You may visit levy’s tombstone in Whitehaven Memorial Park (Wilson Mills Rd., Mayfield Heights), Section B, by the lichen tree. The small bronze marker reads singularly “Son” under the backdrop of a mountain range and evergreens. Half of levy’s ashes are buried here, and half were given to Tony Walsh, who covered the expenses for the funeral. In if i scratch, if i write, Walsh contemplates making an ink with the ashes to be used in the printing of levy’s own poetry. Although there have been calls for a memorial akin to Hart Crane Park, in an interview with poet and editor Larry Smith, Tom Kryss affirms that his memorial in Cleveland “should just be the sunlight on the grass.”99 Over the last half century levy’s work has been made as diffuse as the grass, but as singular as the sun of a becoming city.
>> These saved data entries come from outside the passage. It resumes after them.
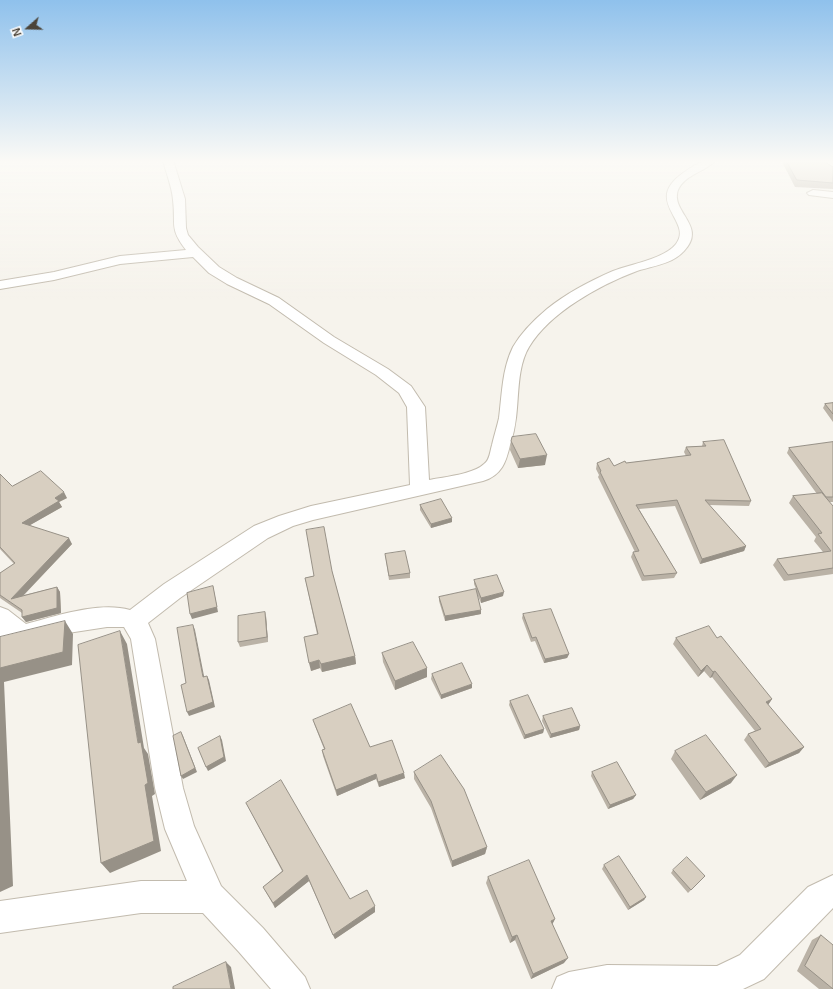 <!DOCTYPE html>
<html>
<head>
<meta charset="utf-8">
<style>
  body { margin:0 }
  #map { position:relative; width:833px; height:989px; overflow:hidden; background:#f6f3ec; font-family:Helvetica,sans-serif }
  canvas { display:block }
  .north { position:absolute; left:8px; top:8px; width:40px; height:40px; -webkit-text-stroke:3px #fff; paint-order:stroke; rotate:250deg; font-size:11px; font-weight:700; line-height:16px; text-align:center; color:#4b4439 }
  .north::after { content:''; display:block; margin:auto; width:14px; height:18px; background:#4b4439; clip-path:polygon(50% 0,100% 100%,50% 72%,0 100%) }
</style>
</head>
<body>
<div id="map">
<canvas width="833" height="989"></canvas>
<div class="north">N</div>
</div>
<script>
const g = document.querySelector('canvas').getContext('2d');
g.lineJoin = 'round';
function strokePath(path, color, width, dash) {
  g.strokeStyle = color;
  g.lineWidth = width;
  g.lineCap = dash ? 'butt' : 'round';
  g.setLineDash(dash || []);
  g.stroke(path);
}
function fillPath(path, color) {
  g.fillStyle = color;
  g.fill(path, 'evenodd');
}
const minor = new Path2D(`
  M163,160h10l12,39 1,29 2,7 10,12 21,20 18,11 42,20 55,39 54,32 23,17 14,21 4,73c15,-3 45,-6 55,-16 6,-4 6,-13 8,-19 2,-9 5,-18 7,-27 3,-23 3,-49 14,-71 8,-14 22,-28 34,-38 20,-16 43,-28 66,-38 18,-7 51,-12 63,-27 18,-23 -34,-42 7,-71 13,-9 18,-13 33,-13 -10,12 -31,14 -38,30 -8,22 30,36 6,61 -12,13 -31,15 -47,20 -37,14 -87,41 -108,76 -12,20 -10,49 -13,71 -1,9 -3,18 -6,27 -4,17 -8,30 -27,36l-170,39 -20,6 -25,12 -88,60 -32,25 7,16 28,149 11,38 27,60 42,42 42,49 5,12h-39l-32,-37 -36,-39h-62l-141,20v-32l141,-20h46l-22,-52 -10,-41 -24,-149 -7,-12h-17l-39,6 -68,18v-44l8,3 18,14c30,-8 74,-23 104,-14l34,-26 90,-58 25,-10 32,-10 99,-21 -3,-78 -8,-14 -23,-18 -52,-32 -55,-39 -42,-20 -18,-11 -16,-16 -73,7 -66,16 -54,9v-8l54,-9 66,-16 66,-6c-17,-22 -10,-25 -13,-50 -1,-13 -7,-27 -10,-40z
  M821,160h12v7z
  M813,190l20,2v6l-24,-3 -2,-2z
  M833,875v33l-69,71 -21,10h-191l5,-12 12,-5 38,-7 110,1 23,-11 68,-68z`);
strokePath(minor, '#c2bbae', 2);
fillPath(minor, '#fff');
fillPath(new Path2D(`
  M781,160h41l11,7v22l-38,-2z
  M833,403v19l-10,-14 2,-4z
  M511,441l34,24 -27,3 -8,-18z
  M703,442l48,59 -2,5 -40,-1 37,41 -2,5 -44,13 -25,-58 -36,3 38,64 -3,5 -32,3 -11,-24 2,-5h2l-37,-75 1,-2 -3,-6 1,-6 17,3 12,-3 60,-7 -2,-4 2,-5 16,-1z
  M833,442v60h-4l4,4v68l-49,7 -11,-16 4,-6 46,-7 -9,-11 2,-4 -27,-34 4,-7 24,-2 -30,-41 2,-5z
  M0,474l12,12 55,12 -8,4 3,5 -32,18 42,19 -48,51 33,-8 3,5 1,21 -35,9 -4,-5v-4l-22,-15v-25l14,-9 -14,-15z
  M420,505l32,17 -21,6 -11,-18z
  M385,554l25,19v5l-21,2z
  M332,571l23,85 1,8 -34,8 -2,-4 -9,3 6,-37 -12,-56z
  M474,580l29,16 -22,7 -4,-9 4,20 -36,7 -6,-20v-4l37,-8 -2,-5z
  M523,614l46,40 -2,4 -23,5 -9,-22 -4,1 -9,-24z
  M266,616l2,26 -28,5 -2,-5z
  M676,638h41l55,61 -4,6 36,42 -5,6 -34,15 -21,-28 4,-6 7,-3 -43,-54 -2,1 -6,-7 -6,6 -25,-33z
  M382,653l45,15v9l-32,13 -12,-28z
  M432,674l40,14 -31,11 -10,-20z
  M510,701l34,28 -1,4 -19,6 -15,-34z
  M543,716l37,10 -1,4 -29,8 -8,-17z
  M313,720l57,27 35,31 -26,9 -3,-8 -39,17 -14,-40 -1,-6 2,-1 -9,-23z
  M675,751l56,32 -31,17 -29,-41z
  M414,772l73,75 -2,7 -33,13 -21,-59 -17,-29z
  M592,772l44,23 -3,4 -25,10 -17,-33z
  M246,803l104,96 25,13 -40,27 -26,-58 -34,27 -12,-21 19,-16z
  M604,865l42,32 -2,3 -16,10 -26,-41z
  M673,870l32,6 -17,17 -17,-20z
  M488,877l67,42 -3,5 12,39 -33,16 -16,-39 -5,3 -24,-60z
  M821,935l12,54h-14l-22,-18 15,-31z`), '#bab2a6');
fillPath(new Path2D(`
  M547,455l-2,10 -27,3 2,-9z
  M64,492l3,6 -8,4 3,5 -37,21 -3,-5 33,-25z
  M452,518v4l-21,6v-4z
  M69,538l3,6 -57,60 -4,-5z
  M746,546l-2,5 -44,13 2,-5z
  M213,586l1,5 4,21 -26,7 -2,-5z
  M57,587l3,5 1,21 -35,9 -4,-5z
  M504,592l-1,4 -22,7v-5z
  M481,610v4l-36,7v-5z
  M265,612l1,4 2,26 -1,-5z
  M65,621l8,13 -1,31 -68,17 9,204 -13,6v-224z
  M193,625l2,5 10,51 -2,-4z
  M120,631l7,13 17,104 4,6 7,40 -3,2 9,55 -51,22 -9,-10 37,-120z
  M569,654l-2,4 -23,5 1,-4z
  M355,656l1,8 -34,8 -1,-8z
  M319,660l1,8 -9,3 -2,-8z
  M707,665l-3,6 -6,6 3,-6z
  M427,668v9l-32,13v-9z
  M715,671l-3,6 -2,1 3,-6z
  M207,676l2,4 6,27 -26,9 -2,-4z
  M472,684v4l-31,11v-4z
  M772,699l-4,6 -2,-3z
  M580,726l-1,4 -29,8 1,-4z
  M544,729l-1,4 -19,6 1,-4z
  M181,732l2,4 14,36 -14,7 -2,-3z
  M220,736l2,4 4,21 -18,10 -2,-4z
  M804,747l-5,6 -34,15 4,-5z
  M404,773l1,5 -26,9 -1,-5z
  M376,774v5l-39,17 -1,-6z
  M737,775l-6,8 -31,17 6,-8z
  M636,795l-3,4 -25,10 2,-4z
  M487,847l-2,7 -33,13v-6z
  M307,875l2,6 -34,27 -2,-5z
  M646,897l-2,3 -16,10 2,-3z
  M375,906v6l-40,27 -2,-4z
  M555,919l-3,6 -1,-4z
  M517,935l-2,5 -5,3 2,-6z
  M568,958l-4,5 -33,16 2,-5z
  M226,962l5,5 4,22h-4z`), '#979187');
const building = new Path2D(`
  M786,160h36l11,7v16l-36,-3z
  M833,403v11l-8,-10z
  M536,434l11,21 -27,4 -9,-18 1,-4z
  M724,440l27,61 -46,-1 41,46 -44,13 -25,-59 -41,5 41,68 -33,3 -11,-24 6,-1 -39,-79 1,-1 -4,-8 12,-5 5,8 11,-5 1,2 65,-8 -5,-8 20,-1 -3,-4z
  M833,442v55h-7l-37,-49z
  M41,471l23,21 -9,6 4,3 -37,22 47,15 -58,61 46,-12v21l-35,9v-7l-22,-15v-22l15,-10 -15,-16v-73l12,12z
  M822,493l11,13v62l-45,7 -11,-16 54,-8 -13,-17 4,-1 -29,-37z
  M441,499l11,19 -21,6 -11,-19z
  M324,527l8,44 23,85 -34,8 -2,-4 -10,3 -5,-26 14,-3 -13,-56 9,-2 -8,-46z
  M405,551l5,22 -21,3 -4,-22z
  M497,575l7,17 -23,6 -7,-18z
  M213,586l4,21 -27,7 -3,-21z
  M476,589l5,21 -36,6 -6,-19z
  M551,609l18,45 -24,5 -9,-22 -4,1 -9,-24z
  M265,612l2,25 -29,5v-26z
  M65,621l-2,31 -63,16v-31z
  M193,625l10,52 4,-1 6,26 -26,10 -6,-27 5,-2 -9,-55z
  M709,626l8,12 4,-2 51,63 -6,3 38,45 -35,16 -21,-29 13,-5 -46,-58 -2,1 -6,-7 -6,6 -25,-33z
  M120,631l18,112 3,-1 7,41 -3,2 9,56 -53,22 -23,-218z
  M413,642l14,26 -32,13 -13,-28z
  M462,663l10,21 -31,11 -9,-21z
  M528,695l16,34 -19,6 -15,-34z
  M351,704l19,43 22,-7 12,33 -26,9 -2,-8 -40,16 -14,-40 3,-1 -12,-29z
  M572,708l8,18 -29,8 -8,-18z
  M181,732l14,36 -14,8 -8,-40z
  M706,735l31,40 -31,17 -31,-41z
  M220,736l4,21 -18,10 -8,-19z
  M441,755l23,34 23,58 -35,14 -21,-60 -17,-29z
  M617,762l19,33 -26,10 -18,-33z
  M281,780l69,119 17,-9 8,16 -42,29 -26,-60 -34,28 -10,-16 20,-16 -37,-68z
  M619,856l27,41 -16,10 -26,-42z
  M687,857l18,19 -14,14 -18,-20z
  M529,860l26,59 -4,2 17,37 -35,16 -16,-39 -5,2 -24,-60z
  M821,935l12,10v44l-28,-23z
  M226,962l5,27h-58v-2z`);
fillPath(building, '#d8cfc1');
strokePath(building, '#979187', 1);
const sky = g.createLinearGradient(0, 0, 0, 299);
sky.addColorStop(0, '#8fc1ec');
sky.addColorStop(0.54, '#fbfaf6');
sky.addColorStop(1, '#fbfaf600');
g.fillStyle = sky;
g.fillRect(0, 0, 833, 299);
</script>
</body>
</html>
When recounting his walks to the North Branch Library to study religion and art, yet finding only disappointment, levy explains how . . .
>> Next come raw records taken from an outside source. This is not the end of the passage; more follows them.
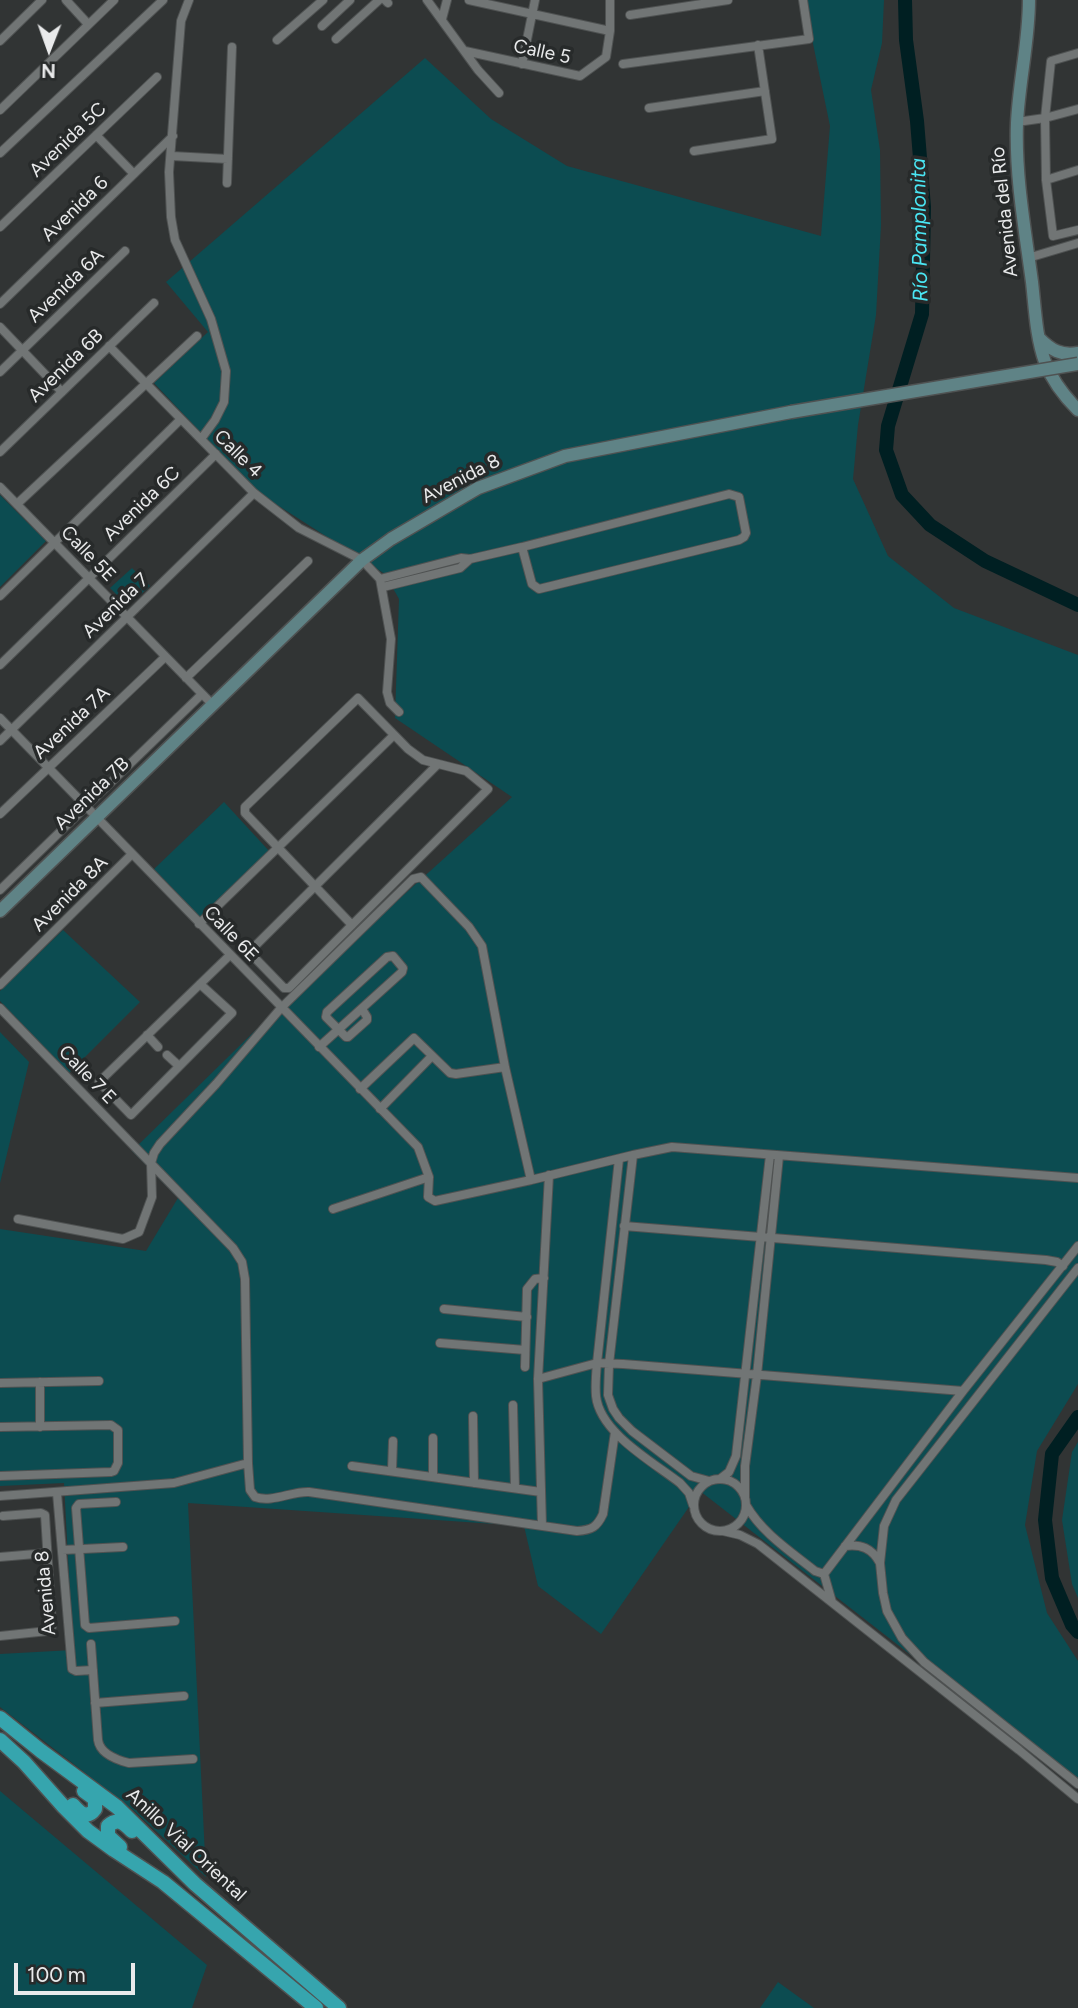 <!DOCTYPE html>
<meta charset="utf-8">
<style>
body{margin:0}
#map{position:relative;width:1078px;height:2008px;overflow:hidden;background:#313434;font-family:Figtree,sans-serif}
canvas{display:block}
.north{position:absolute;left:14px;top:14px;width:70px;height:70px;-webkit-text-stroke:5px #272a2a;paint-order:stroke;rotate:181deg;font-size:19px;font-weight:700;line-height:28px;text-align:center;color:#e9eaeb}
.north::after{content:'';display:block;margin:auto;width:24px;height:32px;background:#e9eaeb;clip-path:polygon(50% 0,100% 100%,50% 72%,0 100%)}
.scale{position:absolute;left:14px;top:1963px;width:121px;height:32px;box-sizing:border-box;border:4px solid #e9eaeb;border-top:0;padding-left:9px;font-size:21px;line-height:24px;white-space:nowrap;color:#e9eaeb;-webkit-text-stroke:5px #272a2a;paint-order:stroke}
</style>
<div id="map">
<canvas width="1078" height="2008"></canvas>
<div class="north">N</div>
<div class="scale">100 m</div>
</div>
<script>
const c = document.querySelector('canvas').getContext('2d');
c.lineJoin = 'round';
function fillPath(path, color) { c.fillStyle = color; c.fill(path, 'evenodd'); }
function stroke(path, color, width, dash) { c.strokeStyle = color; c.lineWidth = width; c.lineCap = dash ? 'butt' : 'round'; c.setLineDash(dash || []); c.stroke(path); }
function label(font, color, halo, rows, align = 'center') {
  c.font = font + ' Figtree,sans-serif'; c.lineWidth = 7; c.setLineDash([]); c.textBaseline = 'middle'; c.strokeStyle = halo; c.fillStyle = color; for (const [text, x, y, turn = 0] of rows) {
    c.save(); c.translate(x, y); c.rotate((+turn || 0) * Math.PI / 180); c.textAlign = isNaN(turn) ? turn : align; if (halo) c.strokeText(text, 0, 0); c.fillText(text, 0, 0); c.restore();
  }
}
const green = new Path2D(`
 M804 0H884L882 43 871 90 880 150 881 225 876 315 858 425 853 479 888 556 954 608 1078 655V1384L1037 1451 1025 1525 1047 1613 1078 1661V1785L700 1491 601 1634 538 1586 524 1526 188 1503 206 1877 133 1810 0 1707V1654L73 1650 64 1483 0 1486V1229L146 1251 178 1198 132 1151 272 1014 512 797 395 718 399 599 385 574 257 492 154 383 208 332 166 282 425 58 491 119 567 166 821 236 830 126Z
 M0 495 46 541 0 587Z
 M132 568 150 586 128 606 110 588Z
 M224 802 270 852 201 918 154 869Z
 M63 930 140 1002 69 1073 0 1001V991Z
 M0 1032 29 1062 0 1183Z
 M1078 1442V1598L1072 1584 1062 1520 1072 1452Z
 M0 1791 207 1965 192 2008H0Z
 M778 1982 814 2008H760Z`);
const river = new Path2D(`
 M905 0 906 40 917 121 924 207 922 314 888 426 886 450 902 495 930 525 985 561 1078 605
 M1078 1417 1052 1454 1045 1520 1052 1578 1072 1625 1078 1632`);
const street = new Path2D(`
 M66 0 88 24
 M189 0 181 21 169 172 171 217 175 240 211 319 226 371 224 402 215 420 201 439
 M385 0 388 3
 M427 0 478 70 499 93
 M469 0 610 31
 M630 15 728 0
 M442 19 447 0
 M322 26 350 0
 M336 39 379 0
 M277 40 323 0
 M0 41 42 0
 M465 51 580 76 606 57 610 31V0
 M1078 53 1051 61 1045 118 1046 180 1053 236 1078 230
 M522 64 535 0
 M623 64 809 39 803 0
 M649 108 765 91
 M0 110 114 0
 M1017 122 1045 118 1078 109
 M96 135 134 174
 M694 151 772 139 758 45
 M0 153 163 0
 M172 156 228 159
 M1046 180 1078 170
 M227 183 232 47
 M0 227 157 77
 M1028 258 1078 243
 M0 304 173 136
 M0 327 62 392
 M109 346 254 493 299 528 362 560 380 579 391 639 387 692 390 703 399 712
 M0 372 125 251
 M0 452 154 303
 M0 487 212 704
 M17 504 197 336
 M380 579 461 558 470 559 522 547 729 494 739 497 746 533 744 537 739 540 539 589 532 584 522 547
 M383 587 460 568 470 559
 M0 596 181 419
 M0 665 216 454
 M186 678 308 561
 M0 718 418 1147 429 1177 428 1197 435 1201 531 1180 633 1155 672 1147 1078 1178
 M0 741 254 493
 M0 814 165 657
 M0 890 202 694
 M199 924 394 735
 M352 925 245 813V807L358 698 408 749 423 760 466 771 488 789 289 988H284L252 955V949L438 764
 M200 984 232 1013 131 1115 99 1082 230 955
 M0 985 132 854
 M0 1008 233 1248 242 1262 245 1279 248 1463 250 1490 255 1497C272 1503 292 1491 309 1492L577 1531C592 1530 597 1527 603 1514L615 1432
 M147 1035 158 1047
 M319 1047 402 972 403 968 393 956 387 957 327 1012 326 1017 346 1037H348L367 1020V1017L362 1009
 M167 1055 179 1066
 M505 1067 531 1180
 M380 1109 432 1056
 M633 1155 609 1364 608 1395 613 1409 619 1418 632 1431 691 1476 709 1481
 M619 1159 597 1363C596 1374 595 1385 596 1396 600 1433 653 1462 680 1483L689 1493 693 1505
 M333 1209 429 1177
 M18 1219 123 1239 139 1232 152 1197 151 1163 154 1153 160 1144 216 1084 281 1008 413 879 421 877 469 927 482 946 505 1067 456 1074 450 1073 414 1038 360 1089
 M624 1226 1046 1260 1057 1262 1063 1266
 M1078 1268 896 1500 884 1526 880 1563 883 1593 887 1611 902 1638 924 1662 1078 1784
 M444 1309 527 1317
 M440 1343 525 1350
 M525 1367 527 1289 535 1279 544 1278
 M538 1379 597 1363 623 1364 963 1391
 M40 1382V1427
 M0 1383 99 1381
 M513 1405 515 1488
 M473 1416 474 1483
 M0 1427 111 1425 118 1430V1463L114 1471 111 1472 0 1476
 M433 1438V1477
 M352 1466 541 1492
 M392 1471 393 1441
 M694 1505a26 26 0 1 1 52 0a26 26 0 1 1-52 0Z
 M720 1479 729 1472 736 1456 770 1155
 M57 1493 72 1669 76 1671 93 1670
 M0 1496 174 1483 248 1463
 M745 1498V1466L757 1375 779 1156
 M116 1502 79 1504 76 1508 85 1625 89 1628 175 1621
 M746 1505C762 1533 790 1551 815 1571L824 1574
 M542 1526 538 1379 549 1175
 M723 1531 740 1535 758 1544 1019 1750 1078 1799
 M845 1546C861 1544 872 1548 880 1563
 M62 1550 123 1547
 M0 1557 47 1553
 M832 1602 824 1574 963 1391 1078 1246
 M0 1636 48 1631 51 1630 52 1626 45 1515 41 1513 3 1516
 M91 1644 98 1740C100 1754 117 1760 129 1763L193 1759
 M95 1703 184 1696`);
const secondary = new Path2D(`
 M1029 0C1029 41 1019 81 1017 123 1015 175 1025 230 1032 282 1035 308 1036 337 1045 362 1052 380 1064 396 1078 410
 M1039 338C1051 350 1061 356 1078 353
 M0 911 362 560 391 539 478 488 565 456 791 412`);
const highway = new Path2D(`
 M0 1718 41 1751 117 1807 195 1884 339 2008
 M0 1740 24 1762 64 1807 88 1831 114 1850 163 1882 316 2008
 M73 1805C80 1813 87 1820 95 1809V1799L84 1791
 M120 1847 108 1836V1826C118 1817 124 1823 132 1831`);
const secondaryBridge = new Path2D(`
 M791 412 1078 364`);
const streetNames = [
 ["Calle 5",542,52,12],
 ["Avenida 5C",68,140,-44],
 ["Avenida 6",75,209,-44],
 ["Avenida del Río",1005,212,-96],
 ["Avenida 6A",66,286,-44],
 ["Avenida 6B",66,366,-44],
 ["Calle 4",238,454,45],
 ["Avenida 8",461,479,-27],
 ["Avenida 6C",142,504,-44],
 ["Calle 5E",88,554,46],
 ["Avenida 7",116,606,-44],
 ["Avenida 7A",72,723,-43],
 ["Avenida 7B",92,794,-44],
 ["Avenida 8A",70,894,-45],
 ["Calle 6E",231,934,46],
 ["Calle 7 E",87,1075,46],
 ["Avenida 8",46,1593,-95],
 ["Anillo Vial Oriental",186,1845,43]
];
const waterNames = [
 ["Río Pamplonita",920,230,-91]
];
fillPath(green, '#0c4c51');
stroke(river, '#001f22', 14);
stroke(street, '#4f5252', 10);
stroke(secondary, '#4f5252', 15);
stroke(highway, '#4f5252', 17);
stroke(street, '#717575', 8);
stroke(secondary, '#5f8386', 12);
stroke(highway, '#36a5ae', 14);
stroke(secondaryBridge, '#4f5252', 15, []);
stroke(secondaryBridge, '#5f8386', 12);
label('19px', '#e9eaeb', '#272a2a', streetNames);
label('italic 21px', '#4ae6f3', '#272a2a', waterNames);
</script>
instead i sat away the summers
trying to become as soft as the trees
trying to understand where they
got their faith in life
growing – growing patiently
leaping toward the sun
Considered by his contemporaries as one of the foundational members of the “mimeograph revolution,” levy left behind a litany of poetry in his short yet frenetic stay in Cleveland. As Blazek emphasizes, he published nearly thirty issues of periodicals and more than sixty books throughout the 1960s—not to mention under the pressure of two arrests, seizure of his mimeograph and books, police harassment, imprisonment of friends, and all under conditions of poverty.100 Still, his bibliography, previously compiled by James Lowell and extended by Alan Horvath, Kent Taylor, and others, indicates that levy published nearly 200 books, periodicals, and collections in less than six years.101 Although much of the material is now being resold exorbitantly, levy and his friends donated extensively to public libraries, and university librarians have amassed dedicated collections.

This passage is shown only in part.